>>>

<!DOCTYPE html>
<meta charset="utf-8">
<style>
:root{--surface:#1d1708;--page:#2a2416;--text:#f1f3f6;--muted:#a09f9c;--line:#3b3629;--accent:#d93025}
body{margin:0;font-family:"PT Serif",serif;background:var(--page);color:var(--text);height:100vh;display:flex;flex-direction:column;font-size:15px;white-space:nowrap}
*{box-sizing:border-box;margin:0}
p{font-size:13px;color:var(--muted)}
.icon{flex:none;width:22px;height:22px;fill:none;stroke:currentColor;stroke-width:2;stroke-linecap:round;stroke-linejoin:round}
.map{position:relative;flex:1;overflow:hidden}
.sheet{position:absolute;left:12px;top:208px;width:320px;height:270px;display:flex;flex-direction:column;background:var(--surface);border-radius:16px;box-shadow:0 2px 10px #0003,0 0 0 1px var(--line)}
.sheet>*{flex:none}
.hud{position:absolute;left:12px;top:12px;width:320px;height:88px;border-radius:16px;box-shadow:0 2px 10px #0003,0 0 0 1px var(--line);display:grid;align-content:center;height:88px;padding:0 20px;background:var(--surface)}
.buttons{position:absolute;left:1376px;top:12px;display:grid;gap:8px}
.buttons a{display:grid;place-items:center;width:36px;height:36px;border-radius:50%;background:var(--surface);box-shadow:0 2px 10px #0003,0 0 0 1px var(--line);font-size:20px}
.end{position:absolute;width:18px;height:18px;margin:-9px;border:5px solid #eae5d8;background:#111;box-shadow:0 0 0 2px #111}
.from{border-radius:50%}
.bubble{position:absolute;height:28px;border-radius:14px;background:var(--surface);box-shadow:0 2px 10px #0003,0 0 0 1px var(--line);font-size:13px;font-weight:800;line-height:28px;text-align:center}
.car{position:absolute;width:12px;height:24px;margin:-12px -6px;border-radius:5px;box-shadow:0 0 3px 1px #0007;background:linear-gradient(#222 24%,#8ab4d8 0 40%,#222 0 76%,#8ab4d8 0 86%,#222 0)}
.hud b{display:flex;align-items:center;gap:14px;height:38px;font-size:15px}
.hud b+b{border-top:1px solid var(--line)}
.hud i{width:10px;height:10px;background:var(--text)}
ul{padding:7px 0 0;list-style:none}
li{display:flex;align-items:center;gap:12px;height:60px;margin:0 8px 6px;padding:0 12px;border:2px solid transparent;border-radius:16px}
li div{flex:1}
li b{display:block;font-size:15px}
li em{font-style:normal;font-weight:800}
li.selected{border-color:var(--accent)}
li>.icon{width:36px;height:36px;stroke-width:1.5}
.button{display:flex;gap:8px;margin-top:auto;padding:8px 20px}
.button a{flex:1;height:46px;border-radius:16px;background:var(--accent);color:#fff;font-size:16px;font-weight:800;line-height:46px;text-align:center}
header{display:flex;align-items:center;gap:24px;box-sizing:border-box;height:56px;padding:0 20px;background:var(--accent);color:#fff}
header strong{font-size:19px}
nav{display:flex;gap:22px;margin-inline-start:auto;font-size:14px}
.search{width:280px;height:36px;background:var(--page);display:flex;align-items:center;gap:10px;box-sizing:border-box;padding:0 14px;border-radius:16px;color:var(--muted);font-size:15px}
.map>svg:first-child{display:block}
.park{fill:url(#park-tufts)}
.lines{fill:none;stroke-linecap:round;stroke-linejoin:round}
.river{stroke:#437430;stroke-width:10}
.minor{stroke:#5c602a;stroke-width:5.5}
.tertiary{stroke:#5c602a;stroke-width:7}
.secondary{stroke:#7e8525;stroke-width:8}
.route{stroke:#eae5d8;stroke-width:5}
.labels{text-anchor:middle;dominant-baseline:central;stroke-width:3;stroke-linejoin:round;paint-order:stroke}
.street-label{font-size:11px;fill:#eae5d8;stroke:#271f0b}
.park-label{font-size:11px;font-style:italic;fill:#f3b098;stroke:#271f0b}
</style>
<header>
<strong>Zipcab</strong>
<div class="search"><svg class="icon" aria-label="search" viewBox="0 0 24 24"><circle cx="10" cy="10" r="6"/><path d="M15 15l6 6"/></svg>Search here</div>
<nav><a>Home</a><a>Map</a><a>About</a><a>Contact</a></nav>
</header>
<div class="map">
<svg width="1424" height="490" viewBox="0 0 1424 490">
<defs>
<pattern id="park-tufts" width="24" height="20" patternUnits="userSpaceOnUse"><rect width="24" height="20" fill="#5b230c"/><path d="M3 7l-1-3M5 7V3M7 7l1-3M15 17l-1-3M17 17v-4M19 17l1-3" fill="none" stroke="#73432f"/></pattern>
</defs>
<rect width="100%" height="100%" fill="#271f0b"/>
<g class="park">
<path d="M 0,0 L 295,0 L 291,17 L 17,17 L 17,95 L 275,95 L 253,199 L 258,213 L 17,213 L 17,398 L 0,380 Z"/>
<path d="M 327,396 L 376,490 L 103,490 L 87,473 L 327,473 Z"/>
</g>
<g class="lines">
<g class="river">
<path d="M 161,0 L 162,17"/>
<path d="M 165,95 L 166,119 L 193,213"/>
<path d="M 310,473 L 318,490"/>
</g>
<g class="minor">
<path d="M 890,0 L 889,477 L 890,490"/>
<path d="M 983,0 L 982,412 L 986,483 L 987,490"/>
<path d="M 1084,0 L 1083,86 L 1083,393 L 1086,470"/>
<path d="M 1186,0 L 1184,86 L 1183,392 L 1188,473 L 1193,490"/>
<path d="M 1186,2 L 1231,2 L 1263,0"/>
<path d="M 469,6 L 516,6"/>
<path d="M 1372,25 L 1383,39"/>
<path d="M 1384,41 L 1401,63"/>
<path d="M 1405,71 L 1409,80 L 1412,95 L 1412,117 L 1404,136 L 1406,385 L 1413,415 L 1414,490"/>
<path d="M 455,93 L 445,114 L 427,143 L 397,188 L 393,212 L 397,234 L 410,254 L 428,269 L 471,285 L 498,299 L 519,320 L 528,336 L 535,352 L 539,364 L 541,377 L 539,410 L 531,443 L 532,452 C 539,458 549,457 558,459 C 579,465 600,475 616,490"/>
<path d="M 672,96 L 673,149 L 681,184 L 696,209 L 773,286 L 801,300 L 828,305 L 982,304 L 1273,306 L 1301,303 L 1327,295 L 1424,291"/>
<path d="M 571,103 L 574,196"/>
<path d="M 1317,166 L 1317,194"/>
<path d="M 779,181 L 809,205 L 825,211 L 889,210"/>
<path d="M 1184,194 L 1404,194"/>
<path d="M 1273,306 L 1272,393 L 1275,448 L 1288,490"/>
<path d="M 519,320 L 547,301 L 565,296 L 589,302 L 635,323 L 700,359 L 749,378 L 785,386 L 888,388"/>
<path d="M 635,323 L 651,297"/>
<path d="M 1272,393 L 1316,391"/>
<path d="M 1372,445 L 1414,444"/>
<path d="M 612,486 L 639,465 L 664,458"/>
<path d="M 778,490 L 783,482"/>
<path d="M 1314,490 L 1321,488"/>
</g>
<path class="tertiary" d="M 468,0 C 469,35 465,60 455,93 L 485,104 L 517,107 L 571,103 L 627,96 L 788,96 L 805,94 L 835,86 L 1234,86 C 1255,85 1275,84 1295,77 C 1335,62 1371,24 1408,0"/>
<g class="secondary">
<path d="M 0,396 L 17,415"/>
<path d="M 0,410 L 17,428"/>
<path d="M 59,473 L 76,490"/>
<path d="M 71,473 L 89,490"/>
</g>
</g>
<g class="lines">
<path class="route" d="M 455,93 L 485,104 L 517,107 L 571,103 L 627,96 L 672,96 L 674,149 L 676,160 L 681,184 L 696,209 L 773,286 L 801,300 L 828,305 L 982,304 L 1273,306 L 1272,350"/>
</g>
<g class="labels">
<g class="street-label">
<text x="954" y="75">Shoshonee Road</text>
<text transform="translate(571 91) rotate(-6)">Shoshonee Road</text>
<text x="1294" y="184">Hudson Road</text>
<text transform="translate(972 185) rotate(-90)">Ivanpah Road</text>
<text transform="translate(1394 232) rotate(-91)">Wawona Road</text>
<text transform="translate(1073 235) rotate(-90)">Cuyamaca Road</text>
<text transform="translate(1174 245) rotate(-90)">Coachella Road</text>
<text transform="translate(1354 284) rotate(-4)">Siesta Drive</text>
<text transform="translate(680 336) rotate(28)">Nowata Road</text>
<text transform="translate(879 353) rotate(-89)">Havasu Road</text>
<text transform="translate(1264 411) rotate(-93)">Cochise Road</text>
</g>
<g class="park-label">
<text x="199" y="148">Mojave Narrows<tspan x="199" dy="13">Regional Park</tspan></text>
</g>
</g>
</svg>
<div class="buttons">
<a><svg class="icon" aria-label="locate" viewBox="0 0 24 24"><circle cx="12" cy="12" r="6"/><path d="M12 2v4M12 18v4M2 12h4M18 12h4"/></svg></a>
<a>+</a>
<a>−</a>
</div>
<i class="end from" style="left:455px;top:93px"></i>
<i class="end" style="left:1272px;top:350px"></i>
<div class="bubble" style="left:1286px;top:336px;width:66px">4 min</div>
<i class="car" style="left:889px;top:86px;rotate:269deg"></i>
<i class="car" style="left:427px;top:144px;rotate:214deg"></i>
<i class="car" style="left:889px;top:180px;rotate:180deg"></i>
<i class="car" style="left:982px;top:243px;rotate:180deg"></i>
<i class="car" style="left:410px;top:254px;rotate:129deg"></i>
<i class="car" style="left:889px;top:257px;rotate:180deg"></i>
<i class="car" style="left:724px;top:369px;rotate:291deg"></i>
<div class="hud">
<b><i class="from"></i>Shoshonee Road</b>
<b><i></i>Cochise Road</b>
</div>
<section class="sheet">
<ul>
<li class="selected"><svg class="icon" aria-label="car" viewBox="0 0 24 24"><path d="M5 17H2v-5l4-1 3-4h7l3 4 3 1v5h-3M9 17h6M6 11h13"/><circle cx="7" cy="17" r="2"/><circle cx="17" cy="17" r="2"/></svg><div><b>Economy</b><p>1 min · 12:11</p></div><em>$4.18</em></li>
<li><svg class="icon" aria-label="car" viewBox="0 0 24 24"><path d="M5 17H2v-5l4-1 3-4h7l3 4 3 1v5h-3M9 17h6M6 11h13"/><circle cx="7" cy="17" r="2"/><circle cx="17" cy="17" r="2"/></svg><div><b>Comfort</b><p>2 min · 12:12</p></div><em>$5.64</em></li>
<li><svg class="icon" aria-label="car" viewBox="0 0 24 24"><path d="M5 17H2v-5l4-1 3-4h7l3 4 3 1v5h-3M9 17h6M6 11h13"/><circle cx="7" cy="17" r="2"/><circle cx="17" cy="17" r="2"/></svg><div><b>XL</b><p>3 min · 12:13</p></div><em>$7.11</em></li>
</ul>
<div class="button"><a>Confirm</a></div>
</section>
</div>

<<<
>>>

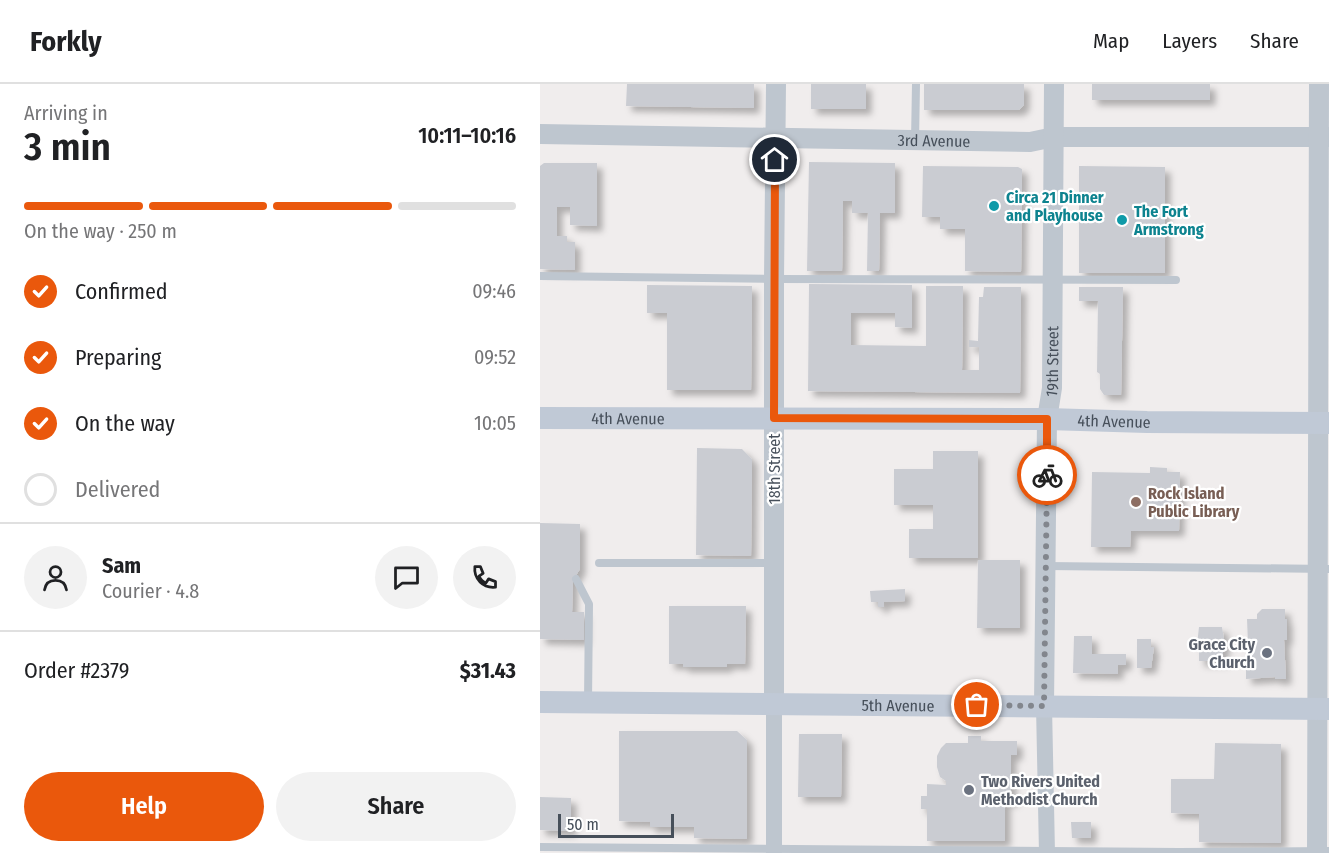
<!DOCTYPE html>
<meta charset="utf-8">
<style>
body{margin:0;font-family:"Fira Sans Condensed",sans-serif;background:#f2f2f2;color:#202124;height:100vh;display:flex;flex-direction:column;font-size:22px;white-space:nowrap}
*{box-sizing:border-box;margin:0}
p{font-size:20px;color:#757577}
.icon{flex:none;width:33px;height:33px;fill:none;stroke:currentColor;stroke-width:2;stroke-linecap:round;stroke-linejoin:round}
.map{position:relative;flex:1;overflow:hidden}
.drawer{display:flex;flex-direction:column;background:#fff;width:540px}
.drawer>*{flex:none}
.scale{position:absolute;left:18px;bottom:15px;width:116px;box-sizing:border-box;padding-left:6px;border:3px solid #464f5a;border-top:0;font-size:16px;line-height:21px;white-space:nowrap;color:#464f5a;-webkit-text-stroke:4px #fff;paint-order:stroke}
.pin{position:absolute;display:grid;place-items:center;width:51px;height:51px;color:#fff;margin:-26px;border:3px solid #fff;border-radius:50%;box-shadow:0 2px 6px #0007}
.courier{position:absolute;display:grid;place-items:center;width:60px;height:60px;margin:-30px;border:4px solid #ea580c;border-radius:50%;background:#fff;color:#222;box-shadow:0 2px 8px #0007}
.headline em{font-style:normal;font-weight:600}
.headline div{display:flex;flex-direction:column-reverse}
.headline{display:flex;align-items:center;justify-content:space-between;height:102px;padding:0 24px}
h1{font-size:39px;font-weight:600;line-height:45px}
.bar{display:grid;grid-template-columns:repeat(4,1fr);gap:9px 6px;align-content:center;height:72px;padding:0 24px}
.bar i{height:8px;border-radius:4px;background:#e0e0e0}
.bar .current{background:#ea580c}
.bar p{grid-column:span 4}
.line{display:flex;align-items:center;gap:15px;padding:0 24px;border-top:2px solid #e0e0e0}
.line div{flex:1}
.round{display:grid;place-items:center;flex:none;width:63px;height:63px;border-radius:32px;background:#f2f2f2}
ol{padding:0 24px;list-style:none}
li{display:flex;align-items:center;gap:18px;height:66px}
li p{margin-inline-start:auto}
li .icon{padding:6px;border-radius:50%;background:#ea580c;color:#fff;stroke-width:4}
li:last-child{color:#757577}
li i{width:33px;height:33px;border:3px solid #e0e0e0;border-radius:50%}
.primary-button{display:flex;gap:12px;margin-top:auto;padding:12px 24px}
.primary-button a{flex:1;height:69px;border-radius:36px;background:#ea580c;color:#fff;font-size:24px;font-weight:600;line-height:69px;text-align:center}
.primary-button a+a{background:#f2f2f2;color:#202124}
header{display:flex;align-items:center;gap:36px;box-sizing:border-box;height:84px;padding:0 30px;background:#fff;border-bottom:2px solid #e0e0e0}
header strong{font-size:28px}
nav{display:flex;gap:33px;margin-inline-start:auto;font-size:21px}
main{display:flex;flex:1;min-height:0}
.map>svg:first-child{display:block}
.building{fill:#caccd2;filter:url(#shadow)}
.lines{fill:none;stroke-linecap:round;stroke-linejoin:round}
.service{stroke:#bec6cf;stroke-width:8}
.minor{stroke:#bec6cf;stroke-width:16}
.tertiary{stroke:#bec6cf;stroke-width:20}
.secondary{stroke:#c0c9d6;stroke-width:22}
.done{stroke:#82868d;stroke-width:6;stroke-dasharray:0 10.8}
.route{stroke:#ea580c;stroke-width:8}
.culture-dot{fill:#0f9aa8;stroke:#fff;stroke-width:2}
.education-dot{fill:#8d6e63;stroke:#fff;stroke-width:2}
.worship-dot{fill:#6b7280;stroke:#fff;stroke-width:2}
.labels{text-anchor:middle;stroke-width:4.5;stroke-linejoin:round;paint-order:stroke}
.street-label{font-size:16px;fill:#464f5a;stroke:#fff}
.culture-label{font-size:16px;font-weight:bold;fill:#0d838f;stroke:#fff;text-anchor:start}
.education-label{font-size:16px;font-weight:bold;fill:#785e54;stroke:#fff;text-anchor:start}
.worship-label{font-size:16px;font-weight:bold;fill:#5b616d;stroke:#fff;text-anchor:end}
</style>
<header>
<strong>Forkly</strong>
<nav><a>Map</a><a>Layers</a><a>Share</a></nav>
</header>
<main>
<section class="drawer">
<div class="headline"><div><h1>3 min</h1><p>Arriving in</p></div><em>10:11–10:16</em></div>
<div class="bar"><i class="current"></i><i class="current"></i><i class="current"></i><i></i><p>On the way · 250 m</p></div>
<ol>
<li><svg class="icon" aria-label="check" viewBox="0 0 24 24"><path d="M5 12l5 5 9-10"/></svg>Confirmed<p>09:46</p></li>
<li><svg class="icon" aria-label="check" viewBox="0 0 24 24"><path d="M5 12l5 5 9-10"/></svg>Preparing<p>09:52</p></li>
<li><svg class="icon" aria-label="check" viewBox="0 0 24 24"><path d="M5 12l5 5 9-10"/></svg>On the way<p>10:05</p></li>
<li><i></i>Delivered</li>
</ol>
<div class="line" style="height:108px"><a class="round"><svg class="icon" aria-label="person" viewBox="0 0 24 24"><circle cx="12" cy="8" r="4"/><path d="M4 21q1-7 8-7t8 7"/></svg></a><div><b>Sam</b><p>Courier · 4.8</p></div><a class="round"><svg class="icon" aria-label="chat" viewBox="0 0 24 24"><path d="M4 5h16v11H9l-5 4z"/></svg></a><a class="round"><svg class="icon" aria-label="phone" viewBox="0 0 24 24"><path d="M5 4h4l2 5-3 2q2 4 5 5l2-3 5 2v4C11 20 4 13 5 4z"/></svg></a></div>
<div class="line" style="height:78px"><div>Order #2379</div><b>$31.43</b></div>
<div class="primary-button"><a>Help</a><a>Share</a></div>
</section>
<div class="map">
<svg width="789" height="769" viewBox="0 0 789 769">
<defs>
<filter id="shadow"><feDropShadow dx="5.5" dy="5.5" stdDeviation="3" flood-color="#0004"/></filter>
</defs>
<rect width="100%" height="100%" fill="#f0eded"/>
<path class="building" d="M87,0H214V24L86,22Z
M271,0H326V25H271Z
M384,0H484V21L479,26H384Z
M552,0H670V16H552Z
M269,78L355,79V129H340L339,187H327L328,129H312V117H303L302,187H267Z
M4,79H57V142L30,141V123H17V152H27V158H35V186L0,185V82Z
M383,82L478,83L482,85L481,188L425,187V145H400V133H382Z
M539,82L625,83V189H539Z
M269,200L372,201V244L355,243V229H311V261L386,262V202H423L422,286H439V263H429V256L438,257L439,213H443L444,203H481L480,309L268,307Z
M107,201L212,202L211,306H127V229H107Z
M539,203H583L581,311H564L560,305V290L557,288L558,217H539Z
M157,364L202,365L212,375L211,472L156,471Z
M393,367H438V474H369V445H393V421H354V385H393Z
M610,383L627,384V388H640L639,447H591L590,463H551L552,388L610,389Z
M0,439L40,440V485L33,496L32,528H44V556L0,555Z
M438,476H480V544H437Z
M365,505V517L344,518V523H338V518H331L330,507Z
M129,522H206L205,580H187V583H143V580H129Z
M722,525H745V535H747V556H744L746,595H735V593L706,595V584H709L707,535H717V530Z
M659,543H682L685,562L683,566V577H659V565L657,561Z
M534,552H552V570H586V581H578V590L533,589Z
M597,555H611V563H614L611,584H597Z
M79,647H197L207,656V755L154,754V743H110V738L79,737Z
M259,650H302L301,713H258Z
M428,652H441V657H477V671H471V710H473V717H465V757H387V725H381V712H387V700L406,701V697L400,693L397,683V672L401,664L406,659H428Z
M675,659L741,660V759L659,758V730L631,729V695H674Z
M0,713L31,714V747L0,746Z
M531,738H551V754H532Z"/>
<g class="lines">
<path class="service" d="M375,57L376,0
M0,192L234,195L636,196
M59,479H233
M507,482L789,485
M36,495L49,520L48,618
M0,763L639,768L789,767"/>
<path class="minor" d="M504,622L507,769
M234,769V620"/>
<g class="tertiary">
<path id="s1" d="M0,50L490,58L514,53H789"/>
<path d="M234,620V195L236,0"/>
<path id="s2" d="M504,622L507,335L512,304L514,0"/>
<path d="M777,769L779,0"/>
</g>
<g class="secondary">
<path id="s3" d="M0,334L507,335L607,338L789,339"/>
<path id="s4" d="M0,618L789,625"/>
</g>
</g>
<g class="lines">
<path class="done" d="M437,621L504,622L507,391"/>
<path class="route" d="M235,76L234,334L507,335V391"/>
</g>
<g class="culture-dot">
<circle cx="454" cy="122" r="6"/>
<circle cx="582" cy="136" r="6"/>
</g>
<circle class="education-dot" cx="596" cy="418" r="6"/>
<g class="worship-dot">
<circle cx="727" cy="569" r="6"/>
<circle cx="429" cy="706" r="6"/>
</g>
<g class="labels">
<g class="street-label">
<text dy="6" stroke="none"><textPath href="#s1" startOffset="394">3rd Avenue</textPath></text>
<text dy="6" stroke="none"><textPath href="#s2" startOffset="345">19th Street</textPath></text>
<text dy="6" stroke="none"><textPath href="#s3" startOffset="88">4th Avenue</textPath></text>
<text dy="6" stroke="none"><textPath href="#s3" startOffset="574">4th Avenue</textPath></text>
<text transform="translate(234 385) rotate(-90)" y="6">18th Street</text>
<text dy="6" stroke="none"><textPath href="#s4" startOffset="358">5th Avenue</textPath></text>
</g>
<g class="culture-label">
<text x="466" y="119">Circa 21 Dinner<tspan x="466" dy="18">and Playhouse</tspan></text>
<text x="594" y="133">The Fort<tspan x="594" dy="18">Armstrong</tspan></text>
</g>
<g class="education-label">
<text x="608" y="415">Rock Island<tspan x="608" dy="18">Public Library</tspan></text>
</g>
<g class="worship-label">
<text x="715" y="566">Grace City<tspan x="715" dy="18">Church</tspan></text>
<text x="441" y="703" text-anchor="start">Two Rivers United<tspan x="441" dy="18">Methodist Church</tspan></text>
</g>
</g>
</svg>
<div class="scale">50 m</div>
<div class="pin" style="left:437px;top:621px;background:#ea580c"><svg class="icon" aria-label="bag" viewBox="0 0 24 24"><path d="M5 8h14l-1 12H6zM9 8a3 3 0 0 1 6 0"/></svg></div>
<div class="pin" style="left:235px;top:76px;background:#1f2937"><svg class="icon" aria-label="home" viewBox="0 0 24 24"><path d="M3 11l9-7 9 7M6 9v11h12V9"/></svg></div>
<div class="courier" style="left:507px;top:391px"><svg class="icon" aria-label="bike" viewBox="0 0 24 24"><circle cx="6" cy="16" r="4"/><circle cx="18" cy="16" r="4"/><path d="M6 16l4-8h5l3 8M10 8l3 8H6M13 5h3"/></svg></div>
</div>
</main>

<<<

- EXERCISE OBJECTIVE
Locate the word "tufts" in the records and collect each line it appears in.

- TASK OUTPUT
.park{fill:url(#park-tufts)}
<pattern id="park-tufts" width="24" height="20" patternUnits="userSpaceOnUse"><rect width="24" height="20" fill="#5b230c"/><path d="M3 7l-1-3M5 7V3M7 7l1-3M15 17l-1-3M17 17v-4M19 17l1-3" fill="none" stroke="#73432f"/></pattern>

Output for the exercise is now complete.